Data to use below:

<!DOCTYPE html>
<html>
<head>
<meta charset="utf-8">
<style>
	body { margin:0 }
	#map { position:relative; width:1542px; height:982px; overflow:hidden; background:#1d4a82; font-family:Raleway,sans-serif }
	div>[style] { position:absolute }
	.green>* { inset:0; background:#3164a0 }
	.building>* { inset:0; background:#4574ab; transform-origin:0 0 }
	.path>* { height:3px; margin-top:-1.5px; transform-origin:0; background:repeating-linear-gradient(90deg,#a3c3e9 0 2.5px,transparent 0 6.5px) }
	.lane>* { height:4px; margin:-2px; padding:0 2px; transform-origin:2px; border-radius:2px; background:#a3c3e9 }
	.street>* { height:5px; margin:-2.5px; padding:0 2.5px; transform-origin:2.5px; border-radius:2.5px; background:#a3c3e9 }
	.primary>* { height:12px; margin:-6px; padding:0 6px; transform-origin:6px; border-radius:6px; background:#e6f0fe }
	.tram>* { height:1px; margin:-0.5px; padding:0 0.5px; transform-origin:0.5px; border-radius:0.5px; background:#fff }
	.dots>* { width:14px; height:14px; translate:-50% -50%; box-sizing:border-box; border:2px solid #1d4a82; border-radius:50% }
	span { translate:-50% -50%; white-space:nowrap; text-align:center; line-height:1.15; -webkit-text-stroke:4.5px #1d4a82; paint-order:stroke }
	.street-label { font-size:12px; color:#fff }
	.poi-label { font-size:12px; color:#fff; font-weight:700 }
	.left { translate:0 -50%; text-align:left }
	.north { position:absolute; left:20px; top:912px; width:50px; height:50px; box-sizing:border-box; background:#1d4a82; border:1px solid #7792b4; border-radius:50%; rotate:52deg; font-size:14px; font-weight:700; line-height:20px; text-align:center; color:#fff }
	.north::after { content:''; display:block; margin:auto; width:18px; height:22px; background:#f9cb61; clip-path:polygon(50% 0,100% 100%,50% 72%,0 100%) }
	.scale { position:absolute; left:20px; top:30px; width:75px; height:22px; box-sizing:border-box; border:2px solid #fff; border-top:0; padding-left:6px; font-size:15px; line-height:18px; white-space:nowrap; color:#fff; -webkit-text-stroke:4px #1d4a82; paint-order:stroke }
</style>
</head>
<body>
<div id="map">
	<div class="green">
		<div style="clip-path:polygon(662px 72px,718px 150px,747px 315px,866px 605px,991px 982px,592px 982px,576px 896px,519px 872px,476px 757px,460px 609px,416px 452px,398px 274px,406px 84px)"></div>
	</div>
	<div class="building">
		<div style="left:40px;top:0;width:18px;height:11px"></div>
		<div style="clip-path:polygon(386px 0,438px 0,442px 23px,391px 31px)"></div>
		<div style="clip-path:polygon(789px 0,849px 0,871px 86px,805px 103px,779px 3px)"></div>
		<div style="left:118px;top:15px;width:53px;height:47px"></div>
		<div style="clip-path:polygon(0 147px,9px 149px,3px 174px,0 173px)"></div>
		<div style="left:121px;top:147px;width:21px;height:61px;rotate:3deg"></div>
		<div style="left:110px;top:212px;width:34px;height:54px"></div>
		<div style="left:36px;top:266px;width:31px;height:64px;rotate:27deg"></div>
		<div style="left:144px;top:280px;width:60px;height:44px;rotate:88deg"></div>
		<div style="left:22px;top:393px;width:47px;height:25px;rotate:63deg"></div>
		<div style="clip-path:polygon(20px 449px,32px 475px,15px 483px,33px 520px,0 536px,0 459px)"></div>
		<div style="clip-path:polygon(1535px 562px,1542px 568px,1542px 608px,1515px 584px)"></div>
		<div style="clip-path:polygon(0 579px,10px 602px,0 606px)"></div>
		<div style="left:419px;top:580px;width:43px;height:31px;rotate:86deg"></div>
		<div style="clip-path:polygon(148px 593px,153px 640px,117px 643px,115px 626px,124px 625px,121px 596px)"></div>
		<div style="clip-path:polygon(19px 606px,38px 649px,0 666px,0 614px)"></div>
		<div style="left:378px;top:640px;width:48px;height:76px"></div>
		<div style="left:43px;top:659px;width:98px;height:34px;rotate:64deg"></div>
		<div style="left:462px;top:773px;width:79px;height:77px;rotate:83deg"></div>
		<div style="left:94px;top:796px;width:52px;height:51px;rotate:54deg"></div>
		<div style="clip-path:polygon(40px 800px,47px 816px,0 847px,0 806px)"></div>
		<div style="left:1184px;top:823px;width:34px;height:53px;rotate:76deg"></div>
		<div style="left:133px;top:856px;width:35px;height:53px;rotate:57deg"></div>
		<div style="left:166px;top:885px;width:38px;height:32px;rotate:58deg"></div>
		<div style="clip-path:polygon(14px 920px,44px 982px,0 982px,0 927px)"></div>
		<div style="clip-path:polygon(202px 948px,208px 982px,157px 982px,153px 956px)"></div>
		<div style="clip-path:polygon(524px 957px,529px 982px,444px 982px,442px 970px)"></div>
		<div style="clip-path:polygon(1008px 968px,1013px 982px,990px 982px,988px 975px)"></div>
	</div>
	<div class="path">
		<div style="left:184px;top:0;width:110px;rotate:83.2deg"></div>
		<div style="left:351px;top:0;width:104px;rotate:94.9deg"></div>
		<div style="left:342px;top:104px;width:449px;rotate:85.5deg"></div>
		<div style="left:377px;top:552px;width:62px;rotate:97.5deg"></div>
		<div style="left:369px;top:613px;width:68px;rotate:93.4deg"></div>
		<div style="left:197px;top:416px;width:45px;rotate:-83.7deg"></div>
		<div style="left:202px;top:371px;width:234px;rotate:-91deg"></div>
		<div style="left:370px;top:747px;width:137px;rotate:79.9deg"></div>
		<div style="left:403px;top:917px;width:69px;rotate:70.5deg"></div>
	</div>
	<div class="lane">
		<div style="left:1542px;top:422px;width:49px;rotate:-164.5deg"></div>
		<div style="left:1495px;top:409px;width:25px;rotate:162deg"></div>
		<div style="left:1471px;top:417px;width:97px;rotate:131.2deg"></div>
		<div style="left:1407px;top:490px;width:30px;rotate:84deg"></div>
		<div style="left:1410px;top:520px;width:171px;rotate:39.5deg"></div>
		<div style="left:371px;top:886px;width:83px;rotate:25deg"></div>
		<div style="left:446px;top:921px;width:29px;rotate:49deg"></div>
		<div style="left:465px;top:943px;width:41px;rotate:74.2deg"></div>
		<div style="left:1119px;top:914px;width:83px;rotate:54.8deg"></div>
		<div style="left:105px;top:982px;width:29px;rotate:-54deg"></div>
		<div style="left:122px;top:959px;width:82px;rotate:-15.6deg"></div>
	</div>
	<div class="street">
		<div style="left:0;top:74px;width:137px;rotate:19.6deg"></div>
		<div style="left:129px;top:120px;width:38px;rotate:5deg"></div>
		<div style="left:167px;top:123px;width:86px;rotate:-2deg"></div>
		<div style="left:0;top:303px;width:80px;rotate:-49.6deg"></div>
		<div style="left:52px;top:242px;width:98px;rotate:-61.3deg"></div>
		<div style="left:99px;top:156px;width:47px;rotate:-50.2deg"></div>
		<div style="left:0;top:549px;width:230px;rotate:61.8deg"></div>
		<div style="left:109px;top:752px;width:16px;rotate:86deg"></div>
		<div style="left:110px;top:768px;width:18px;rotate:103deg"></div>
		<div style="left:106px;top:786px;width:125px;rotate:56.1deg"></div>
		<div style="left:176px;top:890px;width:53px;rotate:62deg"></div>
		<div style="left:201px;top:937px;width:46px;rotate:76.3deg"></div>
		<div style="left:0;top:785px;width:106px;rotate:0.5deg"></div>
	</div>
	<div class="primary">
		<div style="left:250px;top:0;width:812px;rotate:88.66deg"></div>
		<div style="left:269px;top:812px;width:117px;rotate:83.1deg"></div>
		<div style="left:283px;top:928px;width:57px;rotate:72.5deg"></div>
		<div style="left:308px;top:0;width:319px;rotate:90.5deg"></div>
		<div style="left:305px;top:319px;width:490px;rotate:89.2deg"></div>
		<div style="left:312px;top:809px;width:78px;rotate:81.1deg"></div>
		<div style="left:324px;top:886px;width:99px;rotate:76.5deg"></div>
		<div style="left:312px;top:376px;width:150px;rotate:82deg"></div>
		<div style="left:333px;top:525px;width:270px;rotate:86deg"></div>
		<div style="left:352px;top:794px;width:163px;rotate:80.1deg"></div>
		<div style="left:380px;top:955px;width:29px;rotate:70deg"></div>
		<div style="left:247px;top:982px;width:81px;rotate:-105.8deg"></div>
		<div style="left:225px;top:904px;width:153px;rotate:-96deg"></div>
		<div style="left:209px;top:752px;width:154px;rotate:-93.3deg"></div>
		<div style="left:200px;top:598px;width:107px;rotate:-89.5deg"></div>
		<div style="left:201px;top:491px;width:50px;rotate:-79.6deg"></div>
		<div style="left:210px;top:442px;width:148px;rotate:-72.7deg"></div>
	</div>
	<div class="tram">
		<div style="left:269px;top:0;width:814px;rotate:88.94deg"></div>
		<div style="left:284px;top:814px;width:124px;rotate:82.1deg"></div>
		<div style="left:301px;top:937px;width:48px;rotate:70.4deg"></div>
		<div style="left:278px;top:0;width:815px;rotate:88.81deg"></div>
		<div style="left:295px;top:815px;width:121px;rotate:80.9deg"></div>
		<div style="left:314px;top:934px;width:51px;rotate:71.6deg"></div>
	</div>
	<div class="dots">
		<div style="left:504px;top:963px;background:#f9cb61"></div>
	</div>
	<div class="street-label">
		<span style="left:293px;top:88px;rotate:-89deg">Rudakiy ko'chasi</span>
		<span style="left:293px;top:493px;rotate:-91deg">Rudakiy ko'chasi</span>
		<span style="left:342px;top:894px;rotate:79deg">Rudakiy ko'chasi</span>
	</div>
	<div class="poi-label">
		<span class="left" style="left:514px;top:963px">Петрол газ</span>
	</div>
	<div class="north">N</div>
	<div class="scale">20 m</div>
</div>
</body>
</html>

End of Data to use.

* Task to carry out: Check every line of the data and give the number of them that hold the string "text", with no other words.

* Task answer: 4